___ Supplied entries ___

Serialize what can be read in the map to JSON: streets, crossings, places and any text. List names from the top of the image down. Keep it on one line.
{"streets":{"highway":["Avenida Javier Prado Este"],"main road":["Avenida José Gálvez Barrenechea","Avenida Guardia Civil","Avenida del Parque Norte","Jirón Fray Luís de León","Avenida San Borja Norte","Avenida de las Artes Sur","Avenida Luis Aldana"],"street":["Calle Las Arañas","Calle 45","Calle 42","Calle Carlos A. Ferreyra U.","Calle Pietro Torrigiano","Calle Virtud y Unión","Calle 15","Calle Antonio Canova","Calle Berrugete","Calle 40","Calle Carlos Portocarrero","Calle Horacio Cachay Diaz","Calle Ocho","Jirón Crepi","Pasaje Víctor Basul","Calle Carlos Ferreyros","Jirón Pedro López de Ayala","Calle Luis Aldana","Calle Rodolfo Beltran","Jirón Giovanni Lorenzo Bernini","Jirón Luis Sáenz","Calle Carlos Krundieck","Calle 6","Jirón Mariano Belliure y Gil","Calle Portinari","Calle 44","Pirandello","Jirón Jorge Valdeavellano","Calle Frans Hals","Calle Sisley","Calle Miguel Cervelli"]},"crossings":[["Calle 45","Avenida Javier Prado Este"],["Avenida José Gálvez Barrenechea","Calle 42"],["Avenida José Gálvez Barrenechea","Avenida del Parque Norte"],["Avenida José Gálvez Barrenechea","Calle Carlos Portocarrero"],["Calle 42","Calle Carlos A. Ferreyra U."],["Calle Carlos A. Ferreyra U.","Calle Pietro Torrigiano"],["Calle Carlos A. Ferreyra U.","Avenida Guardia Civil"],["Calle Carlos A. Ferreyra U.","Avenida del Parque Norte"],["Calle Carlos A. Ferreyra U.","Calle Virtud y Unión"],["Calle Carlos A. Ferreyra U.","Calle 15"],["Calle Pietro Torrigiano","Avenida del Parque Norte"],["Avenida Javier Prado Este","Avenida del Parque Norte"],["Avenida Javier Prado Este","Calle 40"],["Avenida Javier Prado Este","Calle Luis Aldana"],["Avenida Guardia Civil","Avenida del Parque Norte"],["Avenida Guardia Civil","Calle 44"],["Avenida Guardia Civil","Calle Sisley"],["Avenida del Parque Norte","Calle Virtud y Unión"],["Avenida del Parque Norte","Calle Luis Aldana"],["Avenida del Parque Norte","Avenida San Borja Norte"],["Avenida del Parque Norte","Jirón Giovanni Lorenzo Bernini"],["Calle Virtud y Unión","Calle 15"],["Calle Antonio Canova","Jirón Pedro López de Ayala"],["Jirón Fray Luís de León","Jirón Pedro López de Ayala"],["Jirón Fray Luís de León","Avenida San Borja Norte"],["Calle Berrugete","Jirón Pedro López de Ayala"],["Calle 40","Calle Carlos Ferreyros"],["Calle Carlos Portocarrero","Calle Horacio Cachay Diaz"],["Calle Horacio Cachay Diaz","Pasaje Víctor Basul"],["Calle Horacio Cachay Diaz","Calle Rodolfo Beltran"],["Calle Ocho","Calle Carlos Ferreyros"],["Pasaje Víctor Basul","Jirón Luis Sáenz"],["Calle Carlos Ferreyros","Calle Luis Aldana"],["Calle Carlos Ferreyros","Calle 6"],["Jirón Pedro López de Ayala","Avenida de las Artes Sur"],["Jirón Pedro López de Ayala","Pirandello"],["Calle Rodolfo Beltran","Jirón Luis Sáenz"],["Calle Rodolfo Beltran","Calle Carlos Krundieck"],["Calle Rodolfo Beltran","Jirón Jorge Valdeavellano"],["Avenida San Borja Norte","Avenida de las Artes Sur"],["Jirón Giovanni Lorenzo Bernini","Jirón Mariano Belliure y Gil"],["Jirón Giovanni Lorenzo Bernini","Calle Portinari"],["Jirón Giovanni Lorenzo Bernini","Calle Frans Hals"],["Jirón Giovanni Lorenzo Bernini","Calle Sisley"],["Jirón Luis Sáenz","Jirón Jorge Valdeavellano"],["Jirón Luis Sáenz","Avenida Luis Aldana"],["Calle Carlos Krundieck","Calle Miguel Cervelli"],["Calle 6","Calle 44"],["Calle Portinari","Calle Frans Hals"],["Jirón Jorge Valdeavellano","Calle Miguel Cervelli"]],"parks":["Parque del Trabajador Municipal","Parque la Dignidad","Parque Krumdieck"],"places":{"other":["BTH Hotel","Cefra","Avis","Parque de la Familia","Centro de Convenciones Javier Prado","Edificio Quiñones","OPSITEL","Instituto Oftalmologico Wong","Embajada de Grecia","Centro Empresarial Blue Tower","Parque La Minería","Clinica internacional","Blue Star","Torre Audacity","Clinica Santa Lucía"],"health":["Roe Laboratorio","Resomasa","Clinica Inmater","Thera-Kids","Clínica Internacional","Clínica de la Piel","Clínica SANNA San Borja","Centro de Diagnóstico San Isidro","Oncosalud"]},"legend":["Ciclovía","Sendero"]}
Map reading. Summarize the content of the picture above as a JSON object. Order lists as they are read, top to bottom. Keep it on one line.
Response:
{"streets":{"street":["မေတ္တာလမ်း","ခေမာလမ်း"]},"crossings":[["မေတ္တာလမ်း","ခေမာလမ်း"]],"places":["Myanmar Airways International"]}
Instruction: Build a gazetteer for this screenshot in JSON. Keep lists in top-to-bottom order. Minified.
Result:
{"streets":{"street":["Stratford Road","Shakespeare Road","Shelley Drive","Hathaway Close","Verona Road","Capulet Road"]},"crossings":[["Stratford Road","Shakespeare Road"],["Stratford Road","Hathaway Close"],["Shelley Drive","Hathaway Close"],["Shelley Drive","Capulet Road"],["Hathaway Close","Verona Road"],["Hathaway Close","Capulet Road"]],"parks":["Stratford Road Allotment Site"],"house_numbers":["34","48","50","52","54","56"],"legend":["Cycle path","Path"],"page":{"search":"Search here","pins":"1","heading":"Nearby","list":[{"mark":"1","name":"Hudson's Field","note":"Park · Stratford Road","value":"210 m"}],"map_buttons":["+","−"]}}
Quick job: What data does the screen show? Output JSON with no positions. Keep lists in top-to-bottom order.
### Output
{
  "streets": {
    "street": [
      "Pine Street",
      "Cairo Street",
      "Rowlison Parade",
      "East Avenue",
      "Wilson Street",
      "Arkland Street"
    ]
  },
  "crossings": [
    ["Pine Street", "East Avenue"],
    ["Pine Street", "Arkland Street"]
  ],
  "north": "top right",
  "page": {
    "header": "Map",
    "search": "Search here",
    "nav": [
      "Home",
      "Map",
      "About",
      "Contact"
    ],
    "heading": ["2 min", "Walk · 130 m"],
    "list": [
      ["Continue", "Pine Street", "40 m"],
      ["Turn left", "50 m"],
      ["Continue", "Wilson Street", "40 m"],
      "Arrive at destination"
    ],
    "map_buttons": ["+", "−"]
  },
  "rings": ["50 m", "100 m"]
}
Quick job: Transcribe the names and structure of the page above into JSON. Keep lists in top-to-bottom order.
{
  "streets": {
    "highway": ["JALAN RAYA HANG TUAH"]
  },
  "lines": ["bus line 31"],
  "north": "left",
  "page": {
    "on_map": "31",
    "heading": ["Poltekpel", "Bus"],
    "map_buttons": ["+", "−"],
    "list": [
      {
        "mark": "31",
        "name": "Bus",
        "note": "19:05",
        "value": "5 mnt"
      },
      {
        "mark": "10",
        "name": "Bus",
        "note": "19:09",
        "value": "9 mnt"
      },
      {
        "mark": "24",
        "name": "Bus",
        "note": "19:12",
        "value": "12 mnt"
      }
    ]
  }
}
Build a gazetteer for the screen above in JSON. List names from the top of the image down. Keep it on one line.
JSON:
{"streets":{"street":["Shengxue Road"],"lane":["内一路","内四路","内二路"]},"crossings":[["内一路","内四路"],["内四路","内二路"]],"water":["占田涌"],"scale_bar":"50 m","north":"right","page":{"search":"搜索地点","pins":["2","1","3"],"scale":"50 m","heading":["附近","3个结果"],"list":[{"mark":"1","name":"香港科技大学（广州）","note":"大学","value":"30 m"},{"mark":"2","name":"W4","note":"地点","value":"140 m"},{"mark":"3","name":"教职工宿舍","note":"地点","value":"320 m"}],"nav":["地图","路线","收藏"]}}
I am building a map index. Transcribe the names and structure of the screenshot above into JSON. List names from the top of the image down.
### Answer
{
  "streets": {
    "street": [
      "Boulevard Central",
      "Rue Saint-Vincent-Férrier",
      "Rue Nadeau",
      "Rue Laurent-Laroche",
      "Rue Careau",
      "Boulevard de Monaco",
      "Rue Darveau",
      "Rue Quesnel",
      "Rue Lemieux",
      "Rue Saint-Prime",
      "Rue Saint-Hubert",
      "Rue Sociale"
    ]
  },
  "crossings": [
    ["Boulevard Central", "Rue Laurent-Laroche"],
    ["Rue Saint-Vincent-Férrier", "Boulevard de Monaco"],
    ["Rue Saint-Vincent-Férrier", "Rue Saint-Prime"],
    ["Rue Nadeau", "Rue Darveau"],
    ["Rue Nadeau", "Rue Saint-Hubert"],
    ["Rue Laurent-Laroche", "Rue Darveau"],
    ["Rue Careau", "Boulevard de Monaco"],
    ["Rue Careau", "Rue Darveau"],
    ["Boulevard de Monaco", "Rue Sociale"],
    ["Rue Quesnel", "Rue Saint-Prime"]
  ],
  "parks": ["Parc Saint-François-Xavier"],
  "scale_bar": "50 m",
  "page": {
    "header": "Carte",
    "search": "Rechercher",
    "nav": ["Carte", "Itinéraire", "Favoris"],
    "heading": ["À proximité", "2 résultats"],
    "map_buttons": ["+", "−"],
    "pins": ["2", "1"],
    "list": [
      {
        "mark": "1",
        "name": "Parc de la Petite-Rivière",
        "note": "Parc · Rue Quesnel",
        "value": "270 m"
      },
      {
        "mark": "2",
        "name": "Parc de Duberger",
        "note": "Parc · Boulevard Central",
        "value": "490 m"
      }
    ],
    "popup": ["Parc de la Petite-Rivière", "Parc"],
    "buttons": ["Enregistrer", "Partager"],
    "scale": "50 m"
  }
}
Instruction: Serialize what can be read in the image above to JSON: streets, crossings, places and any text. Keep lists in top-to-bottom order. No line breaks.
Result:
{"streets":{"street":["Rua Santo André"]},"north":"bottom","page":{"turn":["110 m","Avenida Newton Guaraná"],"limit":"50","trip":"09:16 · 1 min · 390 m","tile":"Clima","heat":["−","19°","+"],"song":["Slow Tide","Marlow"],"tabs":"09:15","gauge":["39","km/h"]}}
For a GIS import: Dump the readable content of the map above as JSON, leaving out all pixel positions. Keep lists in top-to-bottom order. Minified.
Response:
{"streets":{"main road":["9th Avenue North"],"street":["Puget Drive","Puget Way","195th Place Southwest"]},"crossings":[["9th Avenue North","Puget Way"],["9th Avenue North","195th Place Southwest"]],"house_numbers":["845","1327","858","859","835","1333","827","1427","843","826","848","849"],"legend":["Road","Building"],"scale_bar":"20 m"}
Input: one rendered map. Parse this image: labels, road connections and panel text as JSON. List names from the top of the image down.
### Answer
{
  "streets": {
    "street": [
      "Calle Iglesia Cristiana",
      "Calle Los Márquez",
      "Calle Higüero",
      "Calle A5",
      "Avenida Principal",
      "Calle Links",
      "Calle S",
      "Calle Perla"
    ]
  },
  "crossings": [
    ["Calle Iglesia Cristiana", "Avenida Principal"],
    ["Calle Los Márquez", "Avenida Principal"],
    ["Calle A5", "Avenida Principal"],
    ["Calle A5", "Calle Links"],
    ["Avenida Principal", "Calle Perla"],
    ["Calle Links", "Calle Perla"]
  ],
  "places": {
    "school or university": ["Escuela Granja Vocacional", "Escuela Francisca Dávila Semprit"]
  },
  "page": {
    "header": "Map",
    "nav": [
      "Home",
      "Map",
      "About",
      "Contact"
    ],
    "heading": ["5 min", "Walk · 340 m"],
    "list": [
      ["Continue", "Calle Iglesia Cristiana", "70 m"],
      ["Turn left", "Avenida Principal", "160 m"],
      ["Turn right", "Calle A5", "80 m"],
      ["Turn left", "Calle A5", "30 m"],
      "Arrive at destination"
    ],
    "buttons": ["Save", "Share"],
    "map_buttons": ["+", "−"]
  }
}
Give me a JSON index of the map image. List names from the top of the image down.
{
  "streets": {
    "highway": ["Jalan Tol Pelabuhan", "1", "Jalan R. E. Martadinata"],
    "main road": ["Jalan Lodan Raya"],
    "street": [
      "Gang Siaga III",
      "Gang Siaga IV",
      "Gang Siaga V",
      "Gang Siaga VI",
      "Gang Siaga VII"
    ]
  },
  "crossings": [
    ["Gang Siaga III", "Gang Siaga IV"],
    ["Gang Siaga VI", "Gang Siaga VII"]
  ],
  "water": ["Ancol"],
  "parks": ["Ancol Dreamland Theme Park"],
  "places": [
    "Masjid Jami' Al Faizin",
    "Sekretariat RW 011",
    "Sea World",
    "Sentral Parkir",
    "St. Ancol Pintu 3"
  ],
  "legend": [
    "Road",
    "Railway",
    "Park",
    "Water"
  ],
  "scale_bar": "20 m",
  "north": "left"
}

___

To do
Which lines above run from the one containing "Quick job: Transcribe" to the one containing "I am building"? Give them again exactly, both ends included.

Solution below
Quick job: Transcribe the names and structure of the page above into JSON. Keep lists in top-to-bottom order.
{
  "streets": {
    "highway": ["JALAN RAYA HANG TUAH"]
  },
  "lines": ["bus line 31"],
  "north": "left",
  "page": {
    "on_map": "31",
    "heading": ["Poltekpel", "Bus"],
    "map_buttons": ["+", "−"],
    "list": [
      {
        "mark": "31",
        "name": "Bus",
        "note": "19:05",
        "value": "5 mnt"
      },
      {
        "mark": "10",
        "name": "Bus",
        "note": "19:09",
        "value": "9 mnt"
      },
      {
        "mark": "24",
        "name": "Bus",
        "note": "19:12",
        "value": "12 mnt"
      }
    ]
  }
}
Build a gazetteer for the screen above in JSON. List names from the top of the image down. Keep it on one line.
JSON:
{"streets":{"street":["Shengxue Road"],"lane":["内一路","内四路","内二路"]},"crossings":[["内一路","内四路"],["内四路","内二路"]],"water":["占田涌"],"scale_bar":"50 m","north":"right","page":{"search":"搜索地点","pins":["2","1","3"],"scale":"50 m","heading":["附近","3个结果"],"list":[{"mark":"1","name":"香港科技大学（广州）","note":"大学","value":"30 m"},{"mark":"2","name":"W4","note":"地点","value":"140 m"},{"mark":"3","name":"教职工宿舍","note":"地点","value":"320 m"}],"nav":["地图","路线","收藏"]}}
I am building a map index. Transcribe the names and structure of the screenshot above into JSON. List names from the top of the image down.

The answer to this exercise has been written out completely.